O Aeroporto de Congonhas completa 90 anos neste domingo com uma cena que mistura passado e futuro no mesmo enquadramento. De um lado, painéis históricos e obras de arte que ajudam a contar a evolução da aviação brasileira. Do outro, máquinas, projetos e um investimento que passa dos R$ 2 bilhões para transformar a experiência de quem embarca e desembarca no coração de São Paulo.
A comemoração começou antes da data oficial, com um evento no Pavilhão de Autoridades que reuniu representantes do setor, autoridades e executivos da Aena Brasil, responsável pela administração desde 2023. O movimento marca o início de um novo ciclo para um aeroporto que já nasceu protagonista e segue sendo peça-chave na malha aérea do país.
“Inspirador pela história e essencial para o presente e o futuro da aviação brasileira”, disse o presidente da concessionária, ao destacar o papel estratégico do terminal.
Números que ajudam a entender o tamanho
Localizado em uma das áreas mais movimentadas da São Paulo, cerca de 10% do PIB brasileiro gira em um raio de 15 km do terminal. São mais de 24,5 milhões de passageiros por ano, cerca de 65 mil por dia, 540 voos diários e conexões com 45 destinos. Cerca de 8 mil empregos diretos e indiretos e uma operação que não para.
Esse fluxo constante ajuda a explicar por que qualquer mudança ali tem impacto imediato na vida de quem viaja a trabalho, faz conexões rápidas ou simplesmente depende do aeroporto para encurtar distâncias no país.
Congonhas: O passado que segue vivo

Inaugurado em 1936, Congonhas carrega marcas claras de um período em que a arquitetura buscava identidade. O estilo art déco ainda aparece em detalhes do terminal, junto com influências modernas que surgiram ao longo das décadas.
Mas o destaque vai além da estrutura. O aeroporto abriga um acervo artístico relevante, com obras que fazem parte da história cultural do Brasil. Entre elas, o mural “Os Trabalhadores”, assinado por nomes como Di Cavalcanti e Clóvis Graciano, que será restaurado.
O projeto inclui também a recuperação de peças assinadas por Jacques Monet e um painel em madeira que retrata o mapa do Brasil com referências à fauna e flora.

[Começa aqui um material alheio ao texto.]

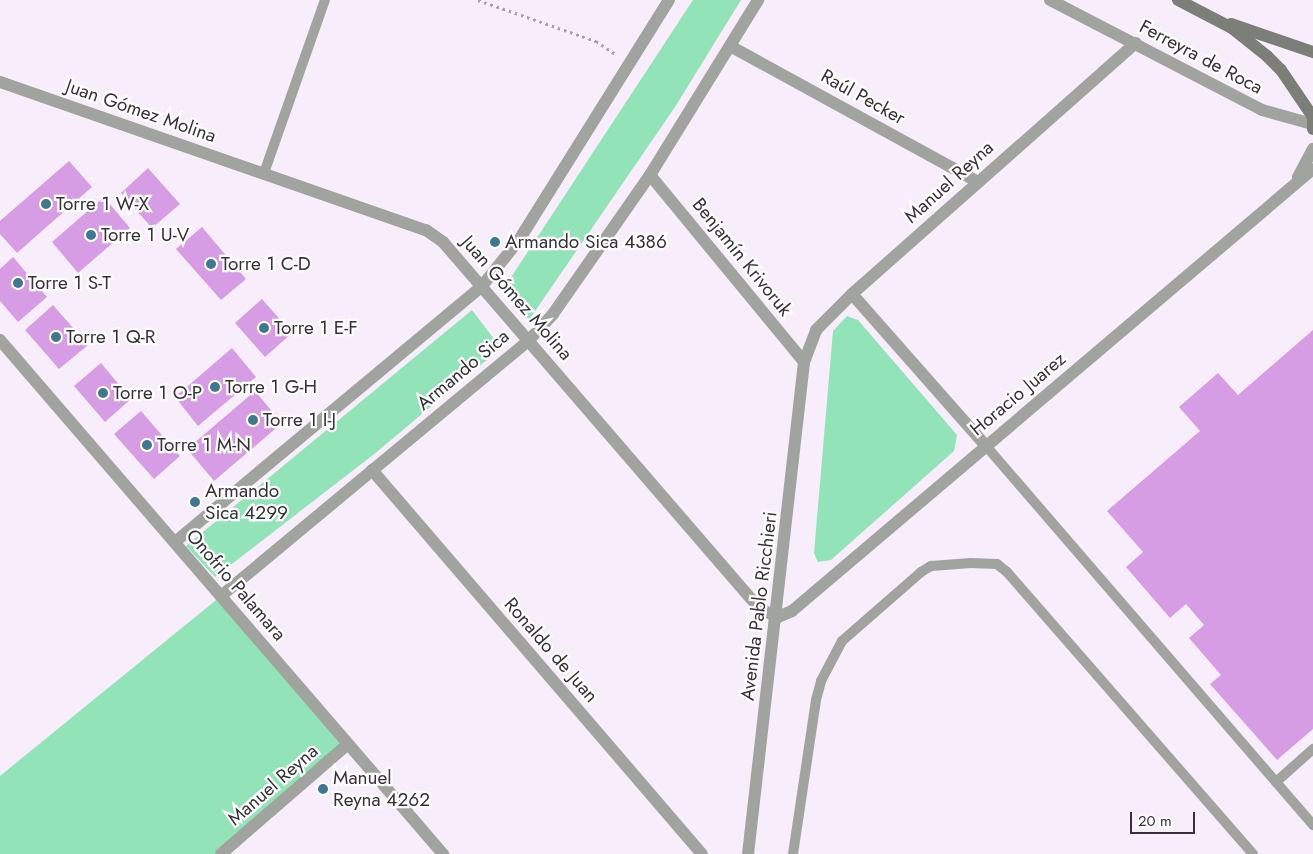 <!DOCTYPE html>
<meta charset="utf-8">
<style>
body{margin:0}
#map{position:relative;width:1313px;height:854px;overflow:hidden;background:#f8edfa;font-family:Jost,sans-serif}
div>[style]{position:absolute}
[style*='--x']{left:calc(var(--x)*1px);top:calc(var(--y)*1px);width:calc(var(--w)*1px);rotate:calc(var(--a)*1deg)}
.green>*{inset:0;background:#92e3b7}
.building>*{inset:0;background:#d69de5}
.path>*{height:3px;margin-top:-1.5px;transform-origin:0;background:repeating-linear-gradient(90deg,#a8a0aa 0 2.5px,transparent 0 6.5px)}
.lane>*{height:10px;margin:-5px;padding:0 5px;transform-origin:5px;border-radius:5px;background:#a1a49e}
.street>*{height:12px;margin:-6px;padding:0 6px;transform-origin:6px;border-radius:6px;background:#a1a49e}
.secondary>*{height:12px;margin:-6px;padding:0 6px;transform-origin:6px;border-radius:6px;background:#7b7f77}
.dots>*{width:14px;height:14px;translate:-50% -50%;box-sizing:border-box;border:2px solid #fff;border-radius:50%}
span{translate:-50% -50%;white-space:nowrap;text-align:center;line-height:1.15;-webkit-text-stroke:4.5px #fff;paint-order:stroke}
.street-label{font-size:19px;color:#353136}
.poi-label{font-size:19px;color:#353136}
.left{translate:0 -50%;text-align:left}
.scale{position:absolute;left:1130px;top:812px;width:65px;height:22px;box-sizing:border-box;border:2px solid #353136;border-top:0;padding-left:6px;font-size:15px;line-height:18px;white-space:nowrap;color:#353136;-webkit-text-stroke:4px #fff;paint-order:stroke}
</style>
<div id="map">
<div class="green">
<div style="clip-path:polygon(693px 0,741px 0,675px 107px,529px 320px,504px 288px)"></div>
<div style="clip-path:polygon(472px 310px,501px 348px,373px 455px,215px 577px,186px 546px)"></div>
<div style="clip-path:polygon(847px 316px,858px 320px,957px 435px,954px 451px,831px 560px,818px 562px,814px 553px,833px 331px)"></div>
<div style="clip-path:polygon(221px 596px,348px 744px,221px 854px,0 854px,0 776px)"></div>
</div>
<div class="building">
<div style="clip-path:polygon(69px 161px,92px 187px,17px 253px,0 234px,0 221px)"></div>
<div style="clip-path:polygon(148px 168px,180px 204px,152px 228px,121px 193px)"></div>
<div style="clip-path:polygon(104px 197px,130px 228px,78px 273px,52px 242px)"></div>
<div style="clip-path:polygon(202px 227px,246px 279px,221px 300px,176px 249px)"></div>
<div style="clip-path:polygon(13px 257px,47px 297px,18px 322px,0 301px,0 269px)"></div>
<div style="clip-path:polygon(262px 299px,292px 333px,265px 357px,235px 323px)"></div>
<div style="clip-path:polygon(53px 305px,88px 345px,59px 369px,25px 330px)"></div>
<div style="clip-path:polygon(1313px 330px,1313px 729px,1277px 760px,1210px 684px,1221px 675px,1189px 638px,1204px 625px,1186px 604px,1170px 618px,1126px 567px,1143px 552px,1107px 511px,1200px 431px,1179px 407px,1218px 373px,1238px 395px)"></div>
<div style="clip-path:polygon(232px 348px,256px 377px,198px 426px,175px 397px)"></div>
<div style="clip-path:polygon(101px 363px,131px 399px,105px 422px,74px 386px)"></div>
<div style="clip-path:polygon(255px 391px,282px 423px,214px 481px,187px 449px)"></div>
<div style="clip-path:polygon(141px 411px,180px 456px,154px 479px,114px 434px)"></div>
</div>
<div class="path">
<div style="--x:478;--y:0;--w:125;--a:19.2"></div>
<div style="--x:596;--y:41;--w:25;--a:34"></div>
</div>
<div class="lane">
<div style="--x:264;--y:173;--w:183;--a:-70.6"></div>
<div style="--x:986;--y:446;--w:501;--a:49.21"></div>
<div style="--x:1276;--y:782;--w:50;--a:-41.7"></div>
<div style="--x:793;--y:854;--w:156;--a:-81.5"></div>
<div style="--x:816;--y:700;--w:20;--a:-75"></div>
<div style="--x:821;--y:681;--w:45;--a:-62.3"></div>
<div style="--x:842;--y:641;--w:105;--a:-41.1"></div>
<div style="--x:921;--y:572;--w:12;--a:-31"></div>
<div style="--x:931;--y:566;--w:40;--a:-4.3"></div>
<div style="--x:971;--y:563;--w:26;--a:2"></div>
<div style="--x:997;--y:564;--w:13;--a:39"></div>
<div style="--x:1007;--y:572;--w:374;--a:48.9"></div>
</div>
<div class="street">
<div style="--x:1050;--y:0;--w:239;--a:27.4"></div>
<div style="--x:1262;--y:110;--w:52;--a:15.6"></div>
<div style="--x:730;--y:46;--w:283;--a:28.7"></div>
<div style="--x:0;--y:82;--w:451;--a:19.2"></div>
<div style="--x:426;--y:230;--w:21;--a:35"></div>
<div style="--x:443;--y:242;--w:485;--a:49.2"></div>
<div style="--x:760;--y:609;--w:20;--a:24"></div>
<div style="--x:650;--y:175;--w:242;--a:50.5"></div>
<div style="--x:1298;--y:177;--w:32;--a:-62"></div>
<div style="--x:852;--y:294;--w:203;--a:48.6"></div>
<div style="--x:0;--y:340;--w:679;--a:49.24"></div>
<div style="--x:372;--y:470;--w:506;--a:49.33"></div>
<div style="--x:175;--y:542;--w:400;--a:-39.8"></div>
<div style="--x:482;--y:286;--w:59;--a:-51.2"></div>
<div style="--x:519;--y:240;--w:283;--a:-58"></div>
<div style="--x:221;--y:596;--w:400;--a:-39.7"></div>
<div style="--x:529;--y:340;--w:35;--a:-47"></div>
<div style="--x:553;--y:314;--w:169;--a:-55.1"></div>
<div style="--x:650;--y:175;--w:206;--a:-58.3"></div>
<div style="--x:778;--y:617;--w:15;--a:-23"></div>
<div style="--x:792;--y:611;--w:683;--a:-40.31"></div>
<div style="--x:221;--y:854;--w:168;--a:-40.9"></div>
<div style="--x:748;--y:854;--w:495;--a:-83.5"></div>
<div style="--x:804;--y:362;--w:34;--a:-69"></div>
<div style="--x:816;--y:330;--w:51;--a:-45"></div>
<div style="--x:852;--y:294;--w:379;--a:-41.5"></div>
</div>
<div class="secondary">
<div style="--x:1178;--y:0;--w:61;--a:27.4"></div>
<div style="--x:1232;--y:28;--w:45;--a:38.7"></div>
<div style="--x:1267;--y:56;--w:20;--a:45"></div>
<div style="--x:1281;--y:70;--w:57;--a:55.8"></div>
<div style="--x:1231;--y:24;--w:87;--a:18.9"></div>
<div style="--x:1313;--y:116;--w:13;--a:90"></div>
</div>
<div class="dots">
<div style="left:46px;top:204px;background:#3d7890"></div>
<div style="left:91px;top:235px;background:#3d7890"></div>
<div style="left:495px;top:242px;background:#3d7890"></div>
<div style="left:211px;top:264px;background:#3d7890"></div>
<div style="left:18px;top:283px;background:#3d7890"></div>
<div style="left:264px;top:328px;background:#3d7890"></div>
<div style="left:56px;top:337px;background:#3d7890"></div>
<div style="left:215px;top:387px;background:#3d7890"></div>
<div style="left:103px;top:393px;background:#3d7890"></div>
<div style="left:253px;top:420px;background:#3d7890"></div>
<div style="left:147px;top:445px;background:#3d7890"></div>
<div style="left:195px;top:502px;background:#3d7890"></div>
<div style="left:323px;top:789px;background:#3d7890"></div>
</div>
<div class="street-label">
<span style="left:1201px;top:57px;rotate:28deg">Ferreyra de Roca</span>
<span style="left:863px;top:97px;rotate:29deg">Raúl Pecker</span>
<span style="left:141px;top:111px;rotate:19deg">Juan Gómez Molina</span>
<span style="left:949px;top:182px;rotate:-42deg">Manuel Reyna</span>
<span style="left:742px;top:257px;rotate:51deg">Benjamín Krivoruk</span>
<span style="left:517px;top:298px;rotate:49deg">Juan Gómez Molina</span>
<span style="left:463px;top:370px;rotate:-40deg">Armando Sica</span>
<span style="left:1018px;top:394px;rotate:-40deg">Horacio Juarez</span>
<span style="left:236px;top:585px;rotate:49deg">Onofrio Palamara</span>
<span style="left:759px;top:606px;rotate:-83deg">Avenida Pablo Ricchieri</span>
<span style="left:551px;top:650px;rotate:49deg">Ronaldo de Juan</span>
<span style="left:273px;top:785px;rotate:-41deg">Manuel Reyna</span>
</div>
<div class="poi-label">
<span class="left" style="left:56px;top:204px">Torre 1 W-X</span>
<span class="left" style="left:101px;top:235px">Torre 1 U-V</span>
<span class="left" style="left:505px;top:242px">Armando Sica 4386</span>
<span class="left" style="left:221px;top:264px">Torre 1 C-D</span>
<span class="left" style="left:28px;top:283px">Torre 1 S-T</span>
<span class="left" style="left:274px;top:328px">Torre 1 E-F</span>
<span class="left" style="left:66px;top:337px">Torre 1 Q-R</span>
<span class="left" style="left:225px;top:387px">Torre 1 G-H</span>
<span class="left" style="left:113px;top:393px">Torre 1 O-P</span>
<span class="left" style="left:263px;top:420px">Torre 1 I-J</span>
<span class="left" style="left:157px;top:445px">Torre 1 M-N</span>
<span class="left" style="left:205px;top:502px">Armando<br>Sica 4299</span>
<span class="left" style="left:333px;top:789px">Manuel<br>Reyna 4262</span>
</div>
<div class="scale">20 m</div>
</div>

Outro ponto simbólico é o hangar histórico, com estrutura de madeira da década de 1950. Até então restrito, ele será reaberto ao público após restauro e ganhará uma nova função como sala de embarque remoto.
O que muda até 2028
O plano de modernização é ambicioso. A área do terminal vai mais que dobrar, passando de 45 mil m² para 105 mil m². A ideia é aliviar gargalos antigos e preparar o aeroporto para um volume ainda maior de passageiros.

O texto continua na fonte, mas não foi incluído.